On cognitive shortcuts, ten experts pointed to anchoring on purchase price: “Investors hold because they want the price to return to what they paid.” Nine flagged confirmation bias, the habit of seeking out information that supports what one already believes.
When asked about solutions, 12 of the 15 experts recommended investor education about cognitive biases, 9 supported the use of robo-advisors (automated investment platforms that follow preset rules), and 8 endorsed pre-commitment techniques such as setting fixed asset allocations in advance.
Takeaways for businesses and investors
The research points toward several practical steps. Financial institutions and regulators could expand investor education programs focused specifically on cognitive biases. Robo-advisors, because they follow rule-based logic rather than emotional impulses, may help retail investors avoid panic selling or hype-driven buying. Financial advisors can encourage clients to set automatic rebalancing schedules and predetermined exit strategies so that decisions aren’t made in the heat of market swings.

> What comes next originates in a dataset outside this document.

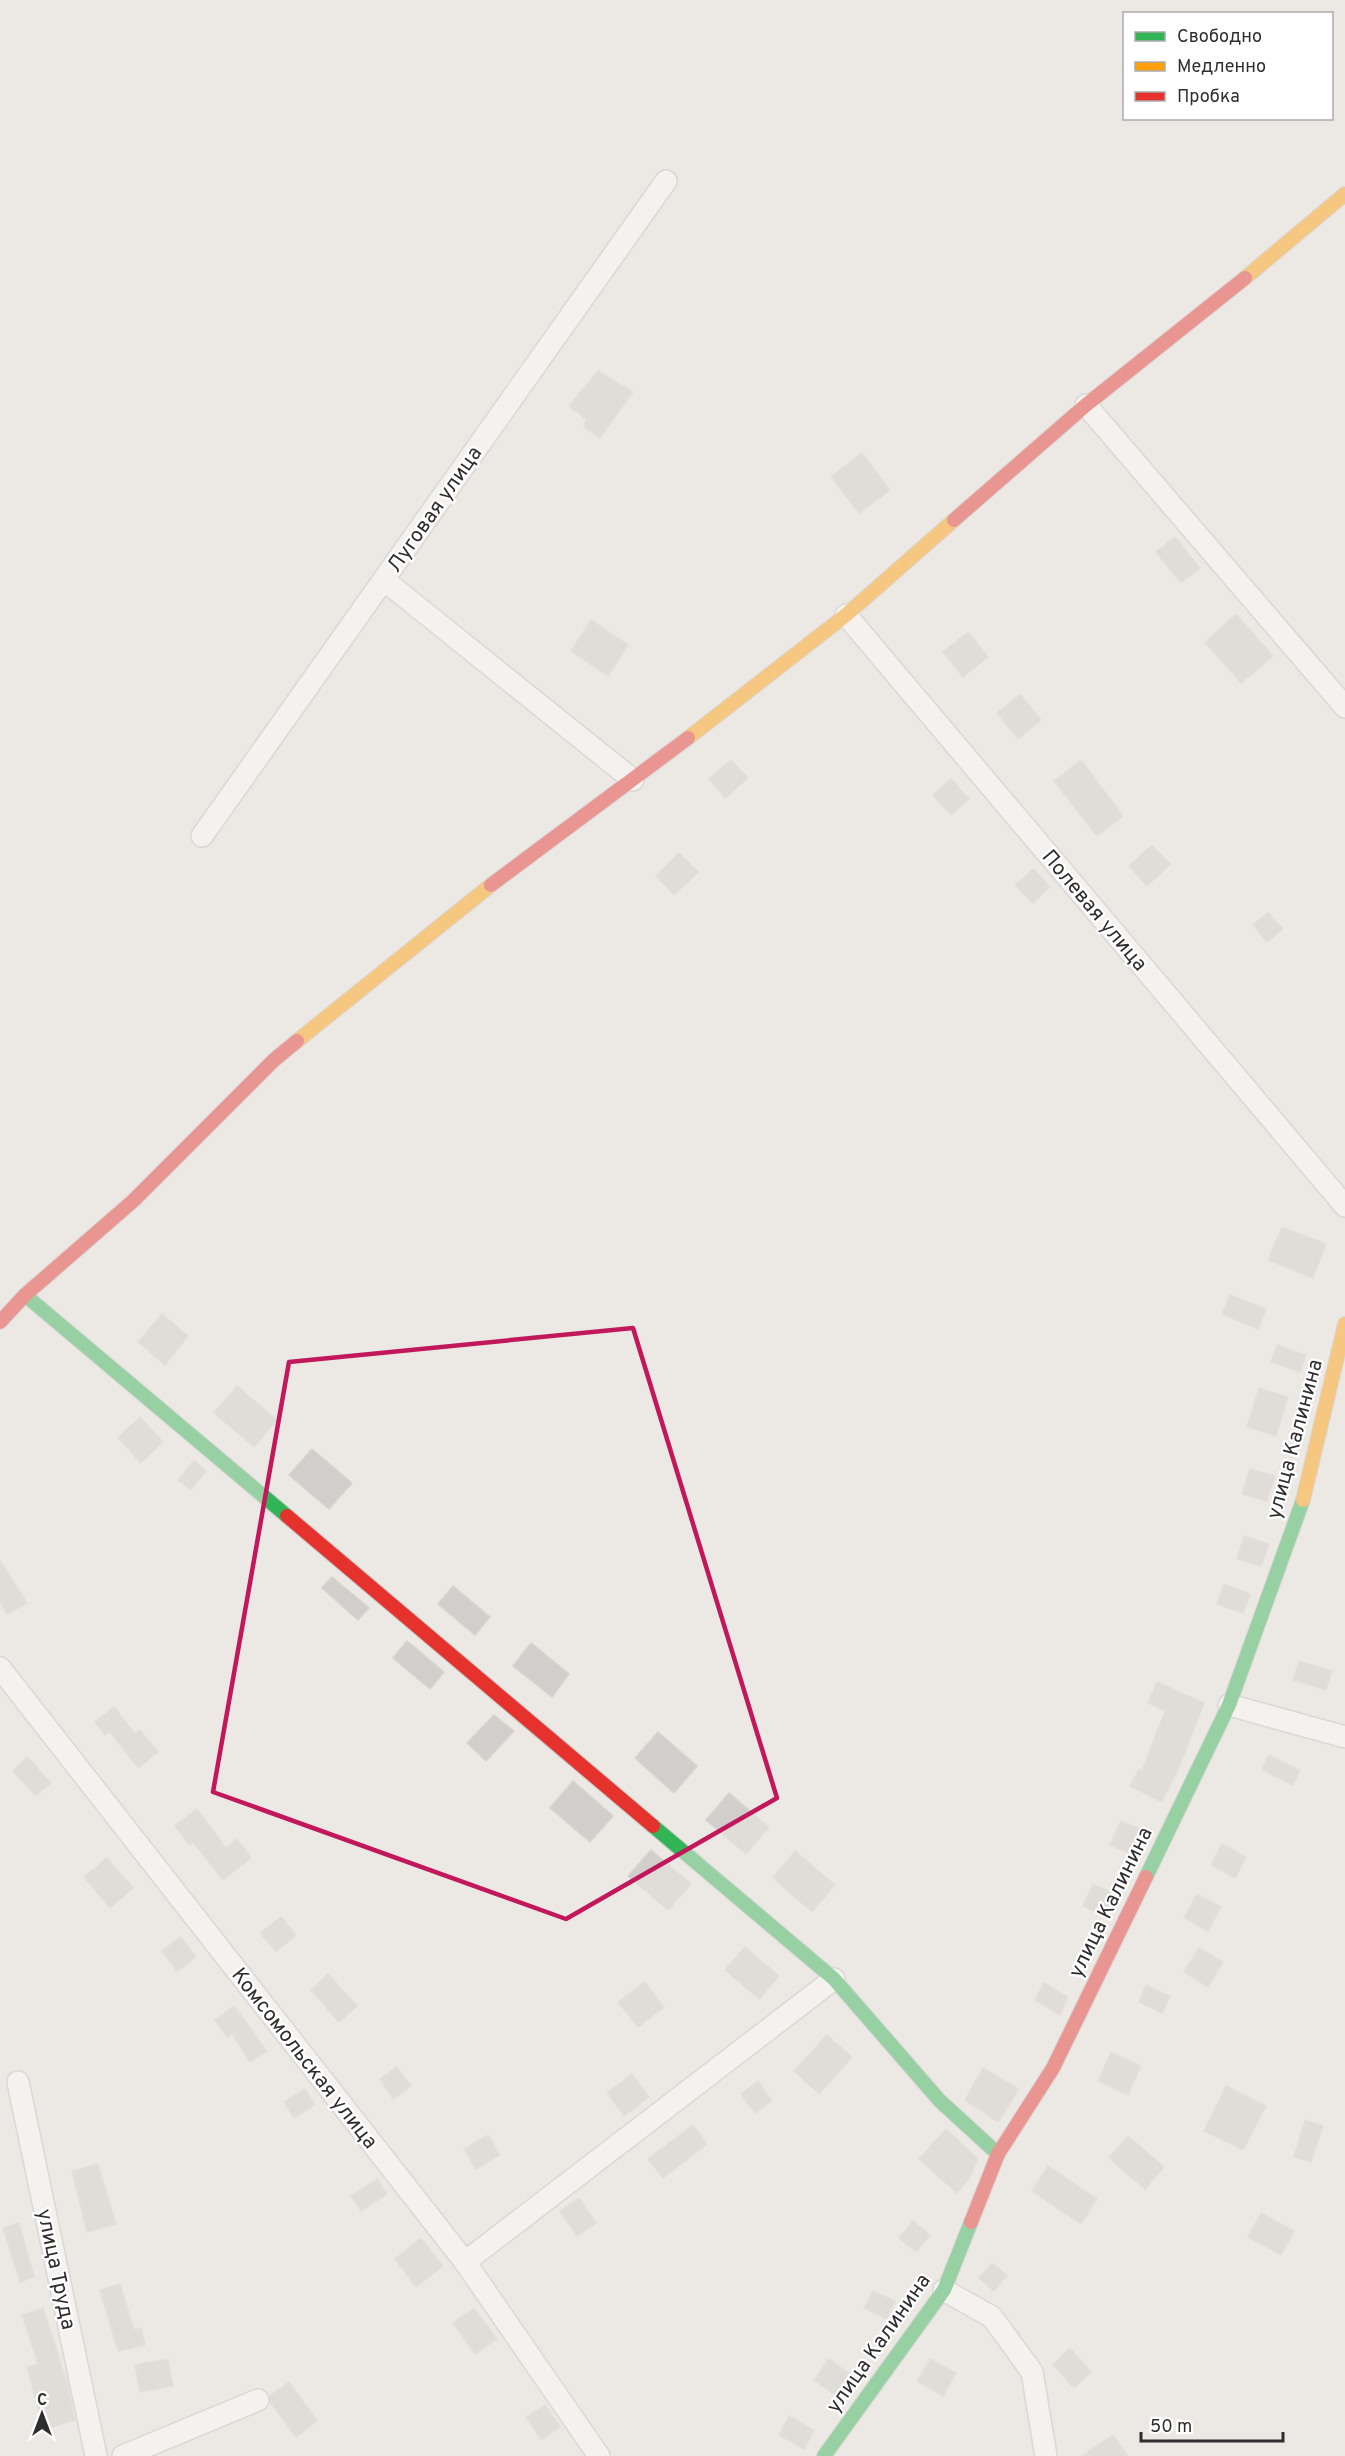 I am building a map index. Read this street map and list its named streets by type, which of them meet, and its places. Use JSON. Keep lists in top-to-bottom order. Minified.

The researchers also suggest that behavioral finance training could become a standard part of financial planner certification.
A few caveats are worth noting. The sample focused on investors in specific emerging markets, so results may not generalize perfectly to other regions. Several findings (anchoring, loss aversion, herd behavior) did not cross the standard threshold for statistical significance, meaning more research would be needed to confirm them. And the survey relied on self-reported data, which can be influenced by how accurately people assess their own behavior.